The Company also has other bodies and areas for the purpose of composing the referred to structure, each with its competence and activities previously defined, such as: (a) the Risk Executive Committee, created by the Board of Directors, (b) the Companys Board of Executive Officers, (c) Business and Support areas throughout the Company, (d) Internal Audit, (e) Ombudsman and (f) Audit Committee.
The Risk Executive Committee, created by the Board of Directors is the main body of the risk management structure. It is responsible for supporting the Board of Executive Officers in decisions regarding risk management, issuing relevant opinions and recommendations. It is also responsible for supervising and reviewing corporate risk management principles and instruments, as well as periodically reporting to Vales Executive Board on the main risks and their exposures.
It is also noteworthy that, the Board of Directors receives permanent advisory from the Financial Committee and Compliance and Risk Committee, the rules of which were duly approved by the Companys Board of Directors on December 14, 2017. These committees have as one of their main competences, among others:
· Finance Committee: to monitor risks and financial controls from the perspective of the integrated risk map, and propose improvements in the mitigation plans; and
· Compliance and Risk Committee: (a) to monitor that the Company has structure, processes, practices, mechanisms, systems, among others, which assure compliance with all legal and regulatory requirements and demands applicable to the Company; (b) to monitor the adequacy, strengthening and operation of all Vales internal control systems and propose improvements; (c) to monitor the scope and effectiveness of the areas responsible for corporate governance, compliance, corporate integrity, risk management and controls of the Company and propose improvements; (d) to support the Board of Directors in defining the Companys risk exposure limit; (e) to evaluate the procedures adopted by the Company with regard to the effectiveness of the processes and controls to identify, evaluate, monitor and manage risks; (f) to monitor the Companys integrated risk map, and propose improvements in the mitigation plans.
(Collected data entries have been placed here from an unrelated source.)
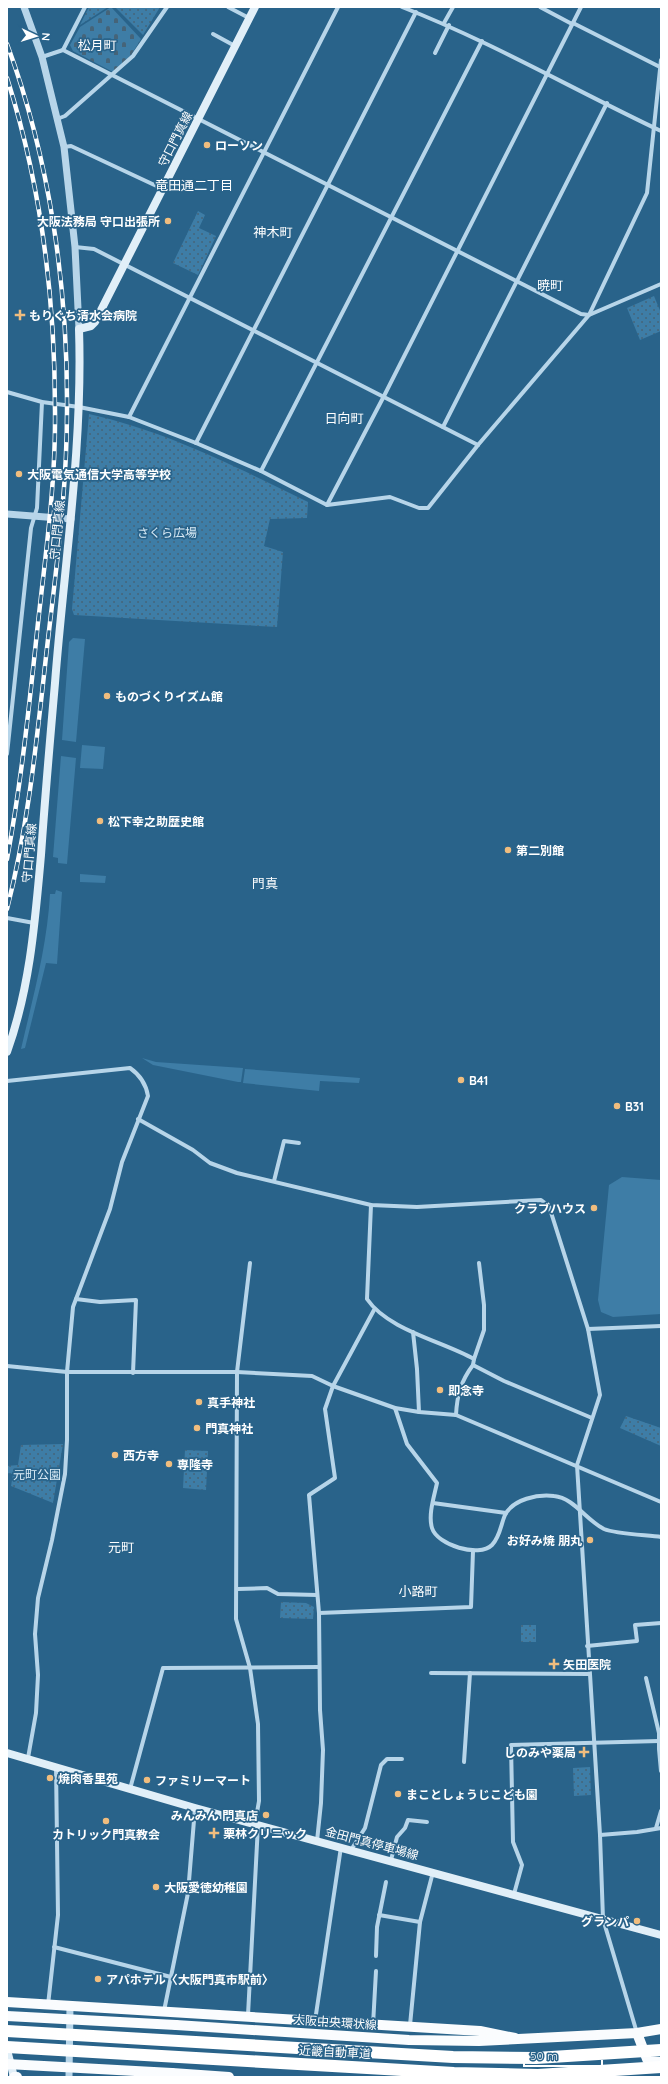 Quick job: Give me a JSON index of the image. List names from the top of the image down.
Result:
{
  "streets": {
    "highway": ["近畿自動車道"],
    "main road": ["守口門真線", "金田門真停車場線", "大阪中央環状線"]
  },
  "districts": [
    "松月町",
    "竜田通二丁目",
    "神木町",
    "暁町",
    "日向町",
    "門真",
    "元町",
    "小路町"
  ],
  "parks": ["さくら広場", "元町公園"],
  "places": {
    "other": [
      "ローソン",
      "大阪法務局 守口出張所",
      "大阪電気通信大学高等学校",
      "ものづくりイズム館",
      "松下幸之助歴史館",
      "第二別館",
      "B41",
      "B31",
      "クラブハウス",
      "即念寺",
      "真手神社",
      "門真神社",
      "西方寺",
      "専隆寺",
      "お好み焼 朋丸",
      "焼肉香里苑",
      "ファミリーマート",
      "まことしょうじこども園",
      "みんみん 門真店",
      "カトリック門真教会",
      "大阪愛徳幼稚園",
      "グランパ",
      "アパホテル〈大阪門真市駅前〉"
    ],
    "health": [
      "もりぐち清水会病院",
      "矢田医院",
      "しのみや薬局",
      "栗林クリニック"
    ]
  },
  "scale_bar": "50 m",
  "north": "right"
} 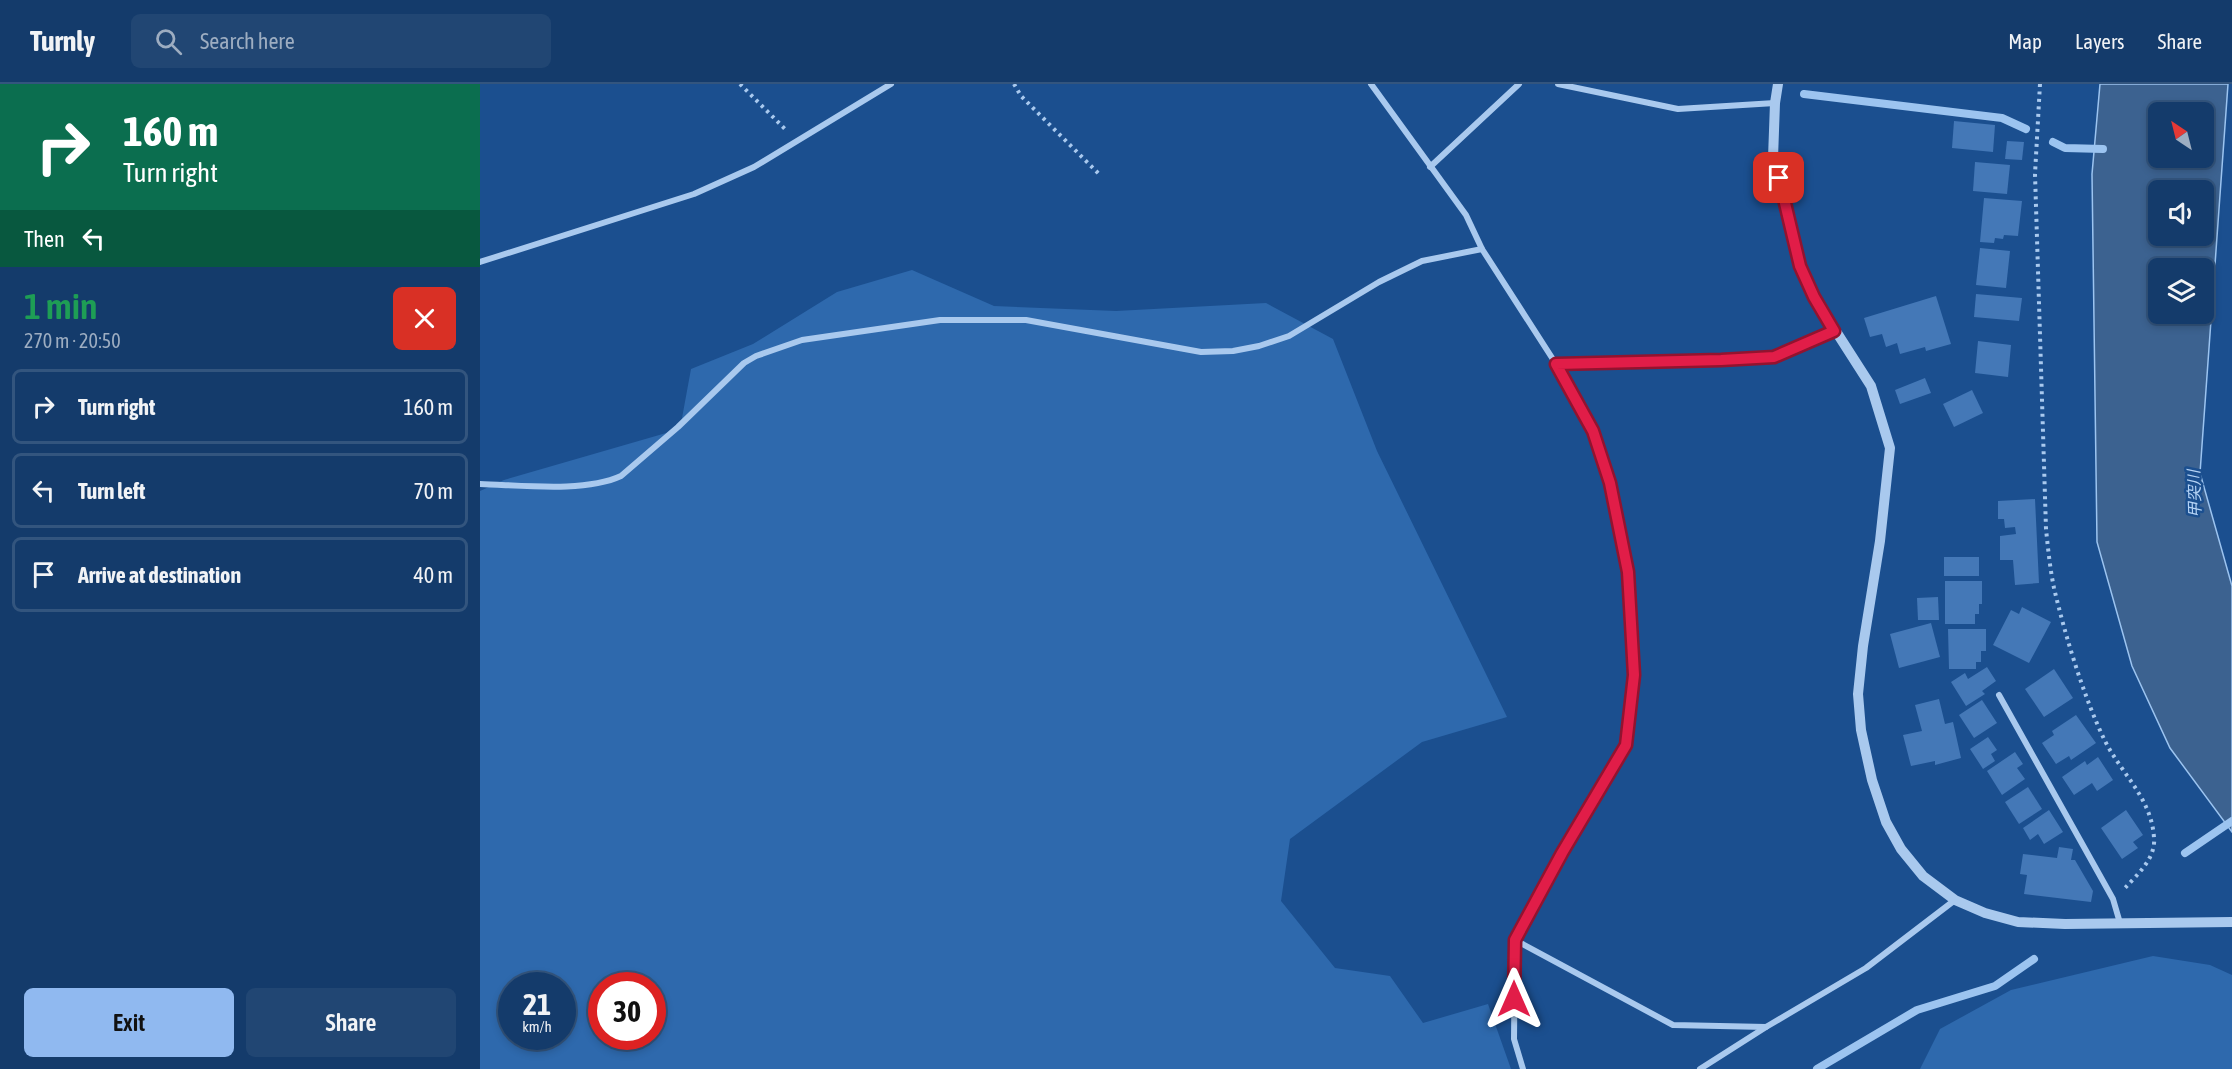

Within the scope of the Companys organizational structure regarding risk management, the Board of Executive Officers is responsible (a) for assessing and approving risk mitigation strategies recommended by the Risk Executive Committee; and (b) for approving the developments of the Corporate Risk Management Policy in standards, rules and responsibilities, as well as reporting to the Board of Directors regarding those procedures. Risk management standards and procedures supplement the Corporate Risk Management Policy and define practices, processes, controls, roles and responsibilities in the Company with regard to risk management. Within the scope of such rules and procedures and the determination of responsibilities by the Companys Board of Executive Officers, it is incumbent upon:
(I) Executive Management of Internal Controls, Risks and Compliance, as the area responsible for managing risk: (a) to consolidate Vales risk profile, with periodic reporting to the senior leadership and the Risk Executive Committee; (b) to provide information on Vales main risks to its internal and external stakeholders, on demand, which includes carrying out an annual report for Internal Audit, for the purpose of preparing the Annual Audit Plan;
(II) Executive Board for Finance and Investor Relations, to monitor the activities of the Board of Directors that it comprises, whose duties are described below:
(a) Executive Management of Internal Controls, Risks and Compliance, which is responsible for monitoring the risks of preparing the financial statements through one of its management teams, the Internal Control Management, which consists in the area responsible for addressing the risks inherent to the preparation of financial statements, referred to herein as reporting risks;.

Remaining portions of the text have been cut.